I also had problematic leakage issues. The Krytox does nothing if your seals are NOT pinched. The biggest engineering issues is that the sunroof tends to allow water to get into the roof rails and frame, but there are catches (like a house roof rain gutter) all around to catch and drain any water that gets in down drian tubes. BUT if your drain tubes are pinched opr aqueezed by some moldings ( located in the a pillars of the windshield), then water will back up and start dripping into the cabin. You also have rear drain tubes but they do not drain large amounts of water since the sunroof is designed to drain into the front and the sunroof lets in the most water evem though it is completely closed. Use a funnel and pour water into the drain holes located in the A pillars to see if they are draining properly and more importantly draining quickly.. If not then your drain tubes are clogged ( usually not the care with a new car) or pinched inside the a pillar. 

Remember.... water will always get into the roof frame in a heavy rain BUT the drain tubes ( if clear) can easily drain out any water very quicly so no water leaks into the cabin. 

Hope this helps.


----------



## brycebaird (Oct 16, 2012)

*Still leaking, now with rain or snow melt!*

VW continues to not stand by the manual that specifically states there are only two ways to wash the top, in an automatic car wash or by hand. They admit that there is no specification stating how much pressure can be exerted before a leak is "permissible" in their eyes. They simply state that if water leaks from a car wash, the car wash uses too much pressure. I've contacted the car wash, and learned that they don't add any pressure to the water -- just the pressure that comes from the municipal water supply.

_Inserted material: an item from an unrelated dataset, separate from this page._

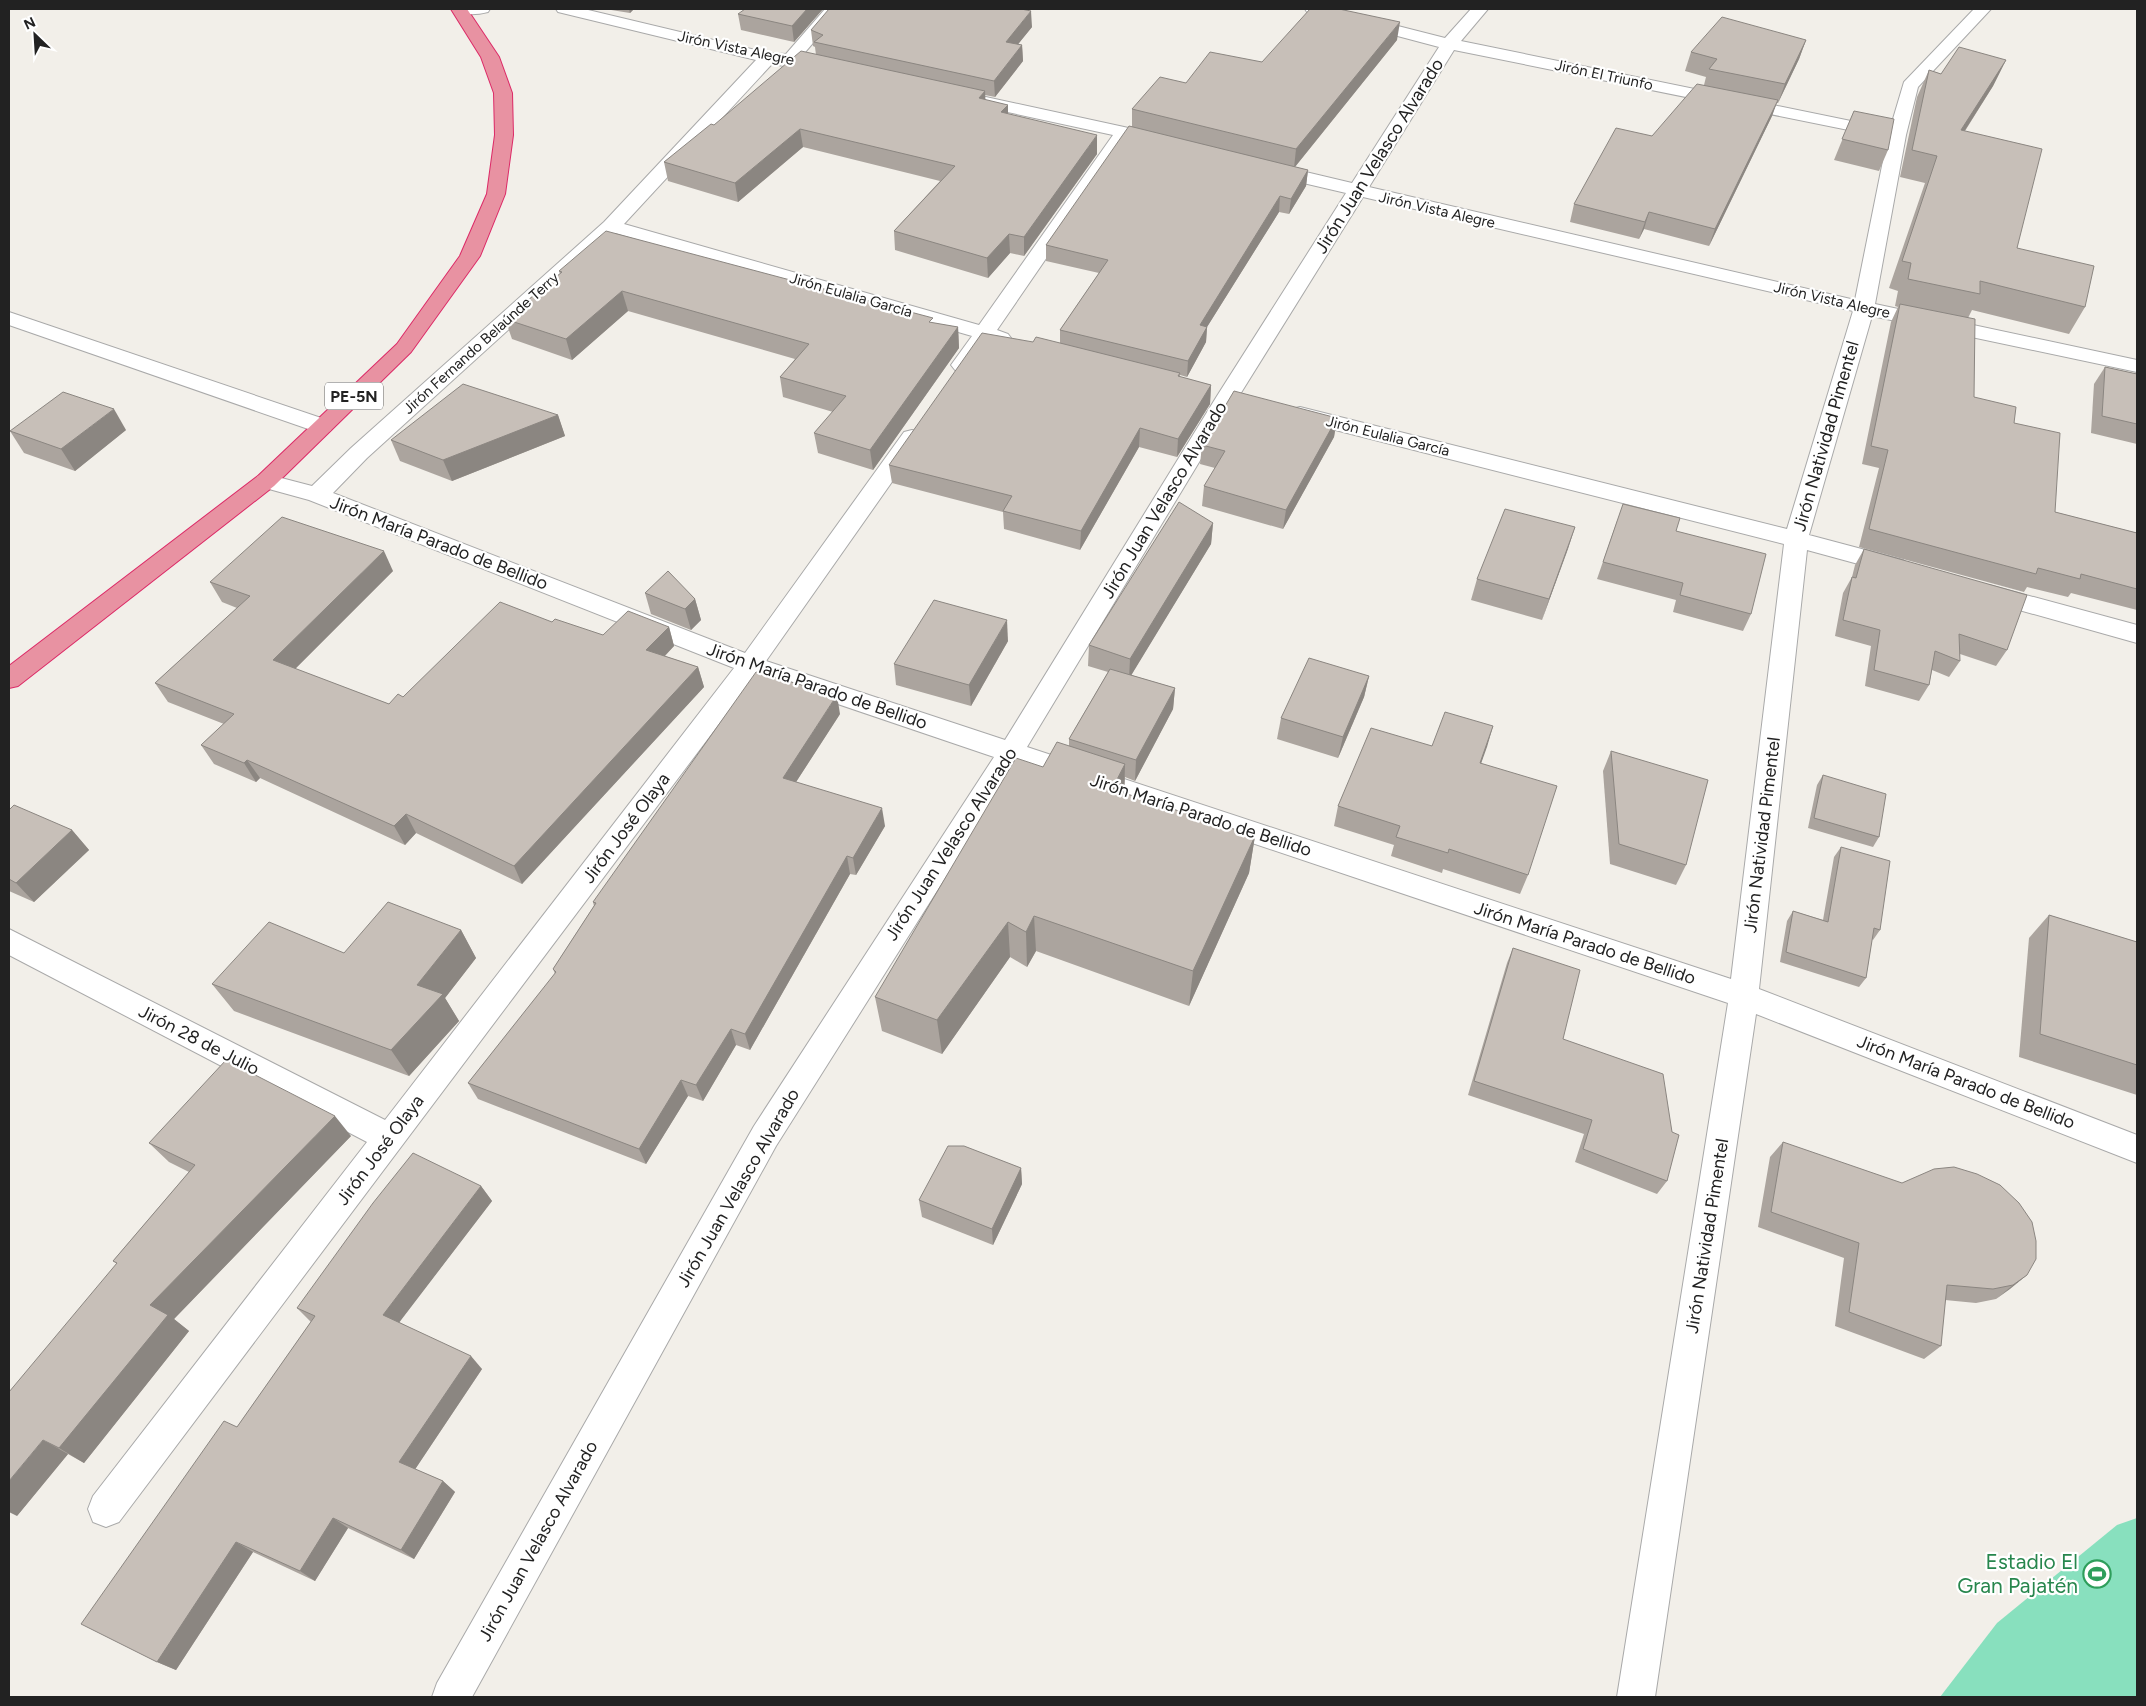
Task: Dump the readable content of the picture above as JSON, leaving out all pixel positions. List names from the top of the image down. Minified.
{"streets":{"highway":["PE-5N"],"street":["Jirón Vista Alegre","Jirón El Triunfo","Jirón Juan Velasco Alvarado","Jirón Eulalia García","Jirón Fernando Belaúnde Terry","Jirón Natividad Pimentel","Jirón María Parado de Bellido","Jirón José Olaya","Jirón 28 de Julio"]},"crossings":[["Jirón Vista Alegre","Jirón Juan Velasco Alvarado"],["Jirón Vista Alegre","Jirón Fernando Belaúnde Terry"],["Jirón Vista Alegre","Jirón Natividad Pimentel"],["Jirón El Triunfo","Jirón Juan Velasco Alvarado"],["Jirón El Triunfo","Jirón Natividad Pimentel"],["Jirón Juan Velasco Alvarado","Jirón María Parado de Bellido"],["Jirón Eulalia García","Jirón Fernando Belaúnde Terry"],["Jirón Eulalia García","Jirón Natividad Pimentel"],["Jirón Fernando Belaúnde Terry","Jirón María Parado de Bellido"],["PE-5N","Jirón María Parado de Bellido"],["Jirón Natividad Pimentel","Jirón María Parado de Bellido"],["Jirón María Parado de Bellido","Jirón José Olaya"],["Jirón José Olaya","Jirón 28 de Julio"]],"places":{"sports":["Estadio El Gran Pajatén"]},"north":"top left"}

Now the car leaks in rain or snow melt. They krytoxed, then replaced a seal, but still no success. Took it to another dealer (at VW america's suggestion) that refused to build the water testing device (literally a Home Depot Shower Head attached to a hose). Only after contacting dealership owner did the passive-aggressive service manager build it. (Three weeks of reasons why he couldnt build it, and then all of the sudden, built in two hours!!)

Still leaks, even with the tiny three inch shower head sprinkling a mist of water over a three inch diameter spot on the roof. Now I have to wait an additional three weeks for the super-duper-travelling tech to look at it and then not fix it.

I have tried over and over to return the car to VW -- but they, being smarter than I am, will have no part of it -- the last thing they want back is one of the 5,600 Eos's they sold last year. And now the head design guy has announced how happy he is to see the hard top convertible be discontinued at VW and throughout the industry.

The posters above are right -- i am fighting a losing battle, and i'll likely never be happy with the car. I just don't know why I should bear the depreciation for a car that doesn't perform as it is suppossed to.


----------



## BostonB6 (Nov 16, 2005)

I know there is a TSB out there that indicates some leakage is considered normal. Really disappointing if you have one that leaks. I've been very fortunate with mine. Hopefully super tech can fix.


----------



## DZD (Mar 25, 2007)

Two thoughts:

1 - It's 2013 - any car, convertible or not, should not leak in the rain or a car wash - period!

2 - I wonder if you can take your car to the dealer, have them let you take a different new EOS - take it through the same car wash - if it doesn't leak - ask them to fix yours to match or give you a different one.

I admit though - I still like these cars. Good luck!


----------



## pafox (Aug 16, 2001)

*Leak*

I recently purchased a CPO '07...after driving it home (purchased in RI) I discovered a small leak on drivers side and a smaller one on pass side...I brought it in and VW(Atlantic on LI) replaced the main header seal..took it home..rain...still had leaks..brought it back and this time they replaced both door seals... All covered under warranty:thumbup:


----------



## Kostaspato21 (Feb 23, 2012)

A couple of drops and some seapage in heavy rainstorms is acceptable by Vw specs as for car washes I belove the spec is nothing more than 2500 psi wich most power washes operate at greater pressures than that just hand wash it and keep it in the garage for heavynrain storms


----------



## Kostaspato21 (Feb 23, 2012)

DZD said:


> Two thoughts:
> 
> 1 - It's 2013 - any car, convertible or not, should not leak in the rain or a car wash - period!
> 
> ...



Not true most convertibles seals have this problem due to the softer seals needed for the top to flex


----------



## Midwesterner (Sep 9, 2003)

Same issue with my better half's car. She only uses certain car washes now or I have to hand wash it myself. :banghead:


----------



## BeechSierra (Jan 29, 2005)

Maybe this can be of some help.....
We just purchased a 2008 Komfort 2.0 TFSI Eos. It is a fun car. We, too, had the leaks at the A pillar on both sides. Using the great information posted here I was able to gain access to the tube and collar and make repairs. Here is how I did it:

The A pillar trim is actually two pieces. There is a top corner piece and a longer piece that runs the length of the pillar (the one with the vent opening in it). Begin by pulling the top corner piece down and slightly inward. Pull firmly but carefully....it _will _move!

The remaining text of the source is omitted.